Any one of us can become a patient, for a number of reasons. For me, hearing a diagnosis of Waldenström’s macroglobulinemia flipped a switch. I became a patient in a big way.
This rare type of blood cancer – there are only 1,500 new cases in the U.S. annually – came with the tag “incurable.” I was terrified. Yet several weeks later, thanks to inspiring people who came my way and internal strength I didn’t know I had, my emotions and attitude shifted. Rather than define myself as a cancer victim, I decided to advocate for my return to cancer-free health.
I looked for an oncologist who was the leading expert in this disease, and would see me first as a person, then as a patient. That was Dr. Steven Treon, one of many talented oncologists who specialize in rare diseases at Dana-Farber.
Before my appointment with Dr. Treon at Dana-Farber's Bing Center for Waldenström’s Macroglobulinemia, I learned as much as I could about this disease and available treatments. When my husband and I met with him, we all found a common purpose: to treat my cancer, and my body, in the most effective, least harmful way possible.

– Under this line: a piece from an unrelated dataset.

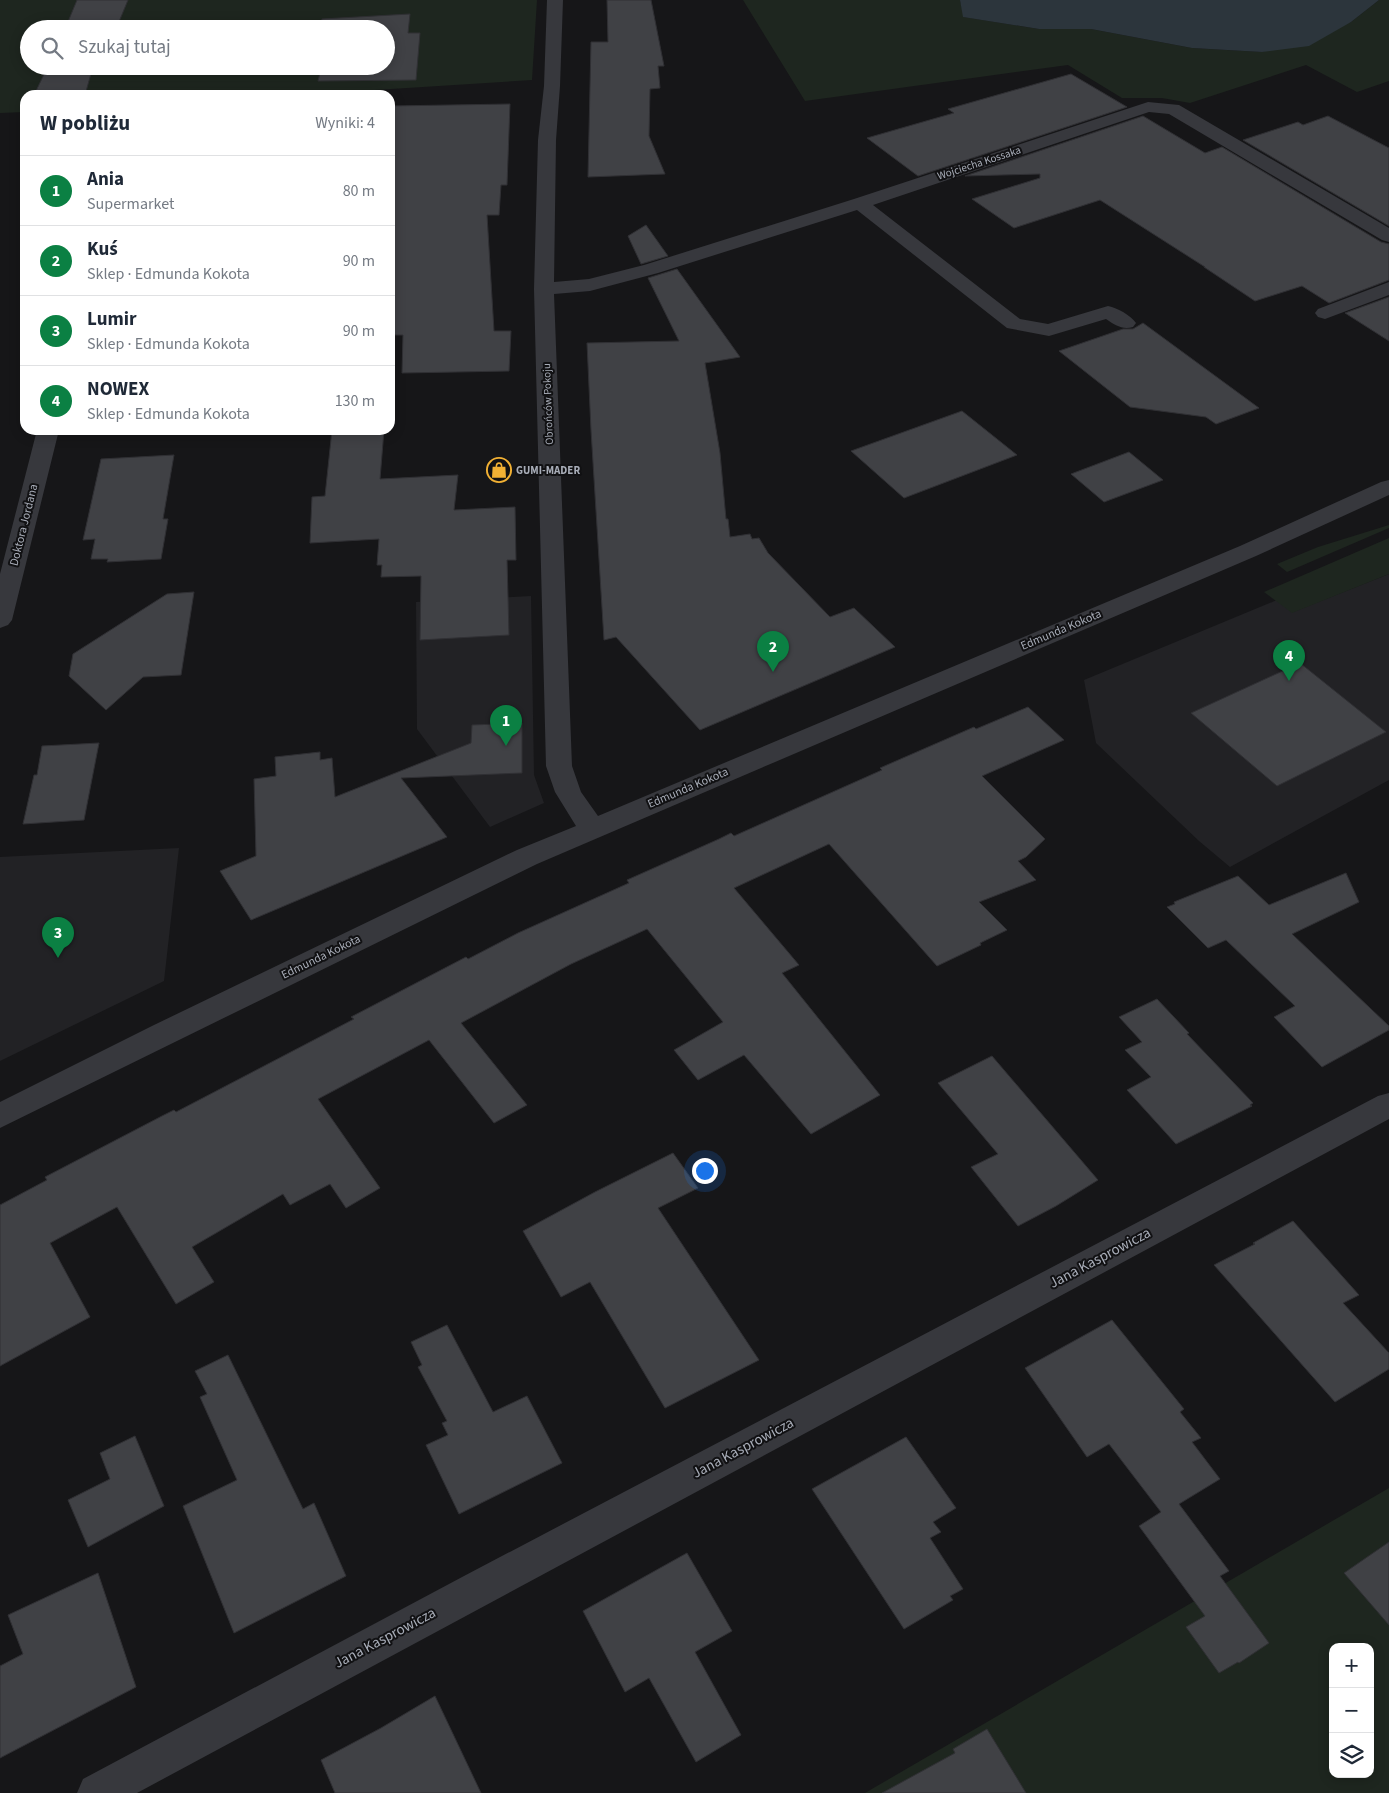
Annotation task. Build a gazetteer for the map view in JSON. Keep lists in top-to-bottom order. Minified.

Because this type of cancer is typically slow to develop, you sometimes have the opportunity to “watch and wait” rather than begin treatment right away. For me, “watch and wait” lasted just three months. Then the disease became life-threatening.
Dr. Treon explained the risks and potential benefits of available treatments. I chose to participate in a clinical trial, with a biology-based experimental drug. This approach, along with holistic healing techniques and support from my family and friends, brought me back to health.
For 12 weeks I spent many hours receiving chemotherapy infusions. As I observed doctors, nurses, and patients, my respect and compassion for them deepened. I learned that anyone, young or old, of any lineage, can become a patient, and I noticed that one person’s success can lift everyone’s hopes.
Recently, Dr. Treon and his team of researchers identified the gene mutation which is present in the majority of patients tested. New drugs are in development, and within three years more clinical trials are anticipated. Cure seems to be within reach, due to the teamwork of patients and physicians.
I am most grateful to be in complete remission now. Based on my experience as a patient, I offer some advice:
- A well-informed patient is his or her own best advocate, and the physician’s best ally.
- The mind-body connection is essential to good health.
- The value of clinical trials with targeted, biology-based drugs, cannot be overstated.
- Being a patient – particularly for a serious illness such as cancer – can invoke many emotions. It also gives us an important role to play. It does not define who we are, but invites us to live with greater compassion.
Karen Lee Sobol is an artist, author, and advocate for research and education in Waldenström’s macroglobulinemia.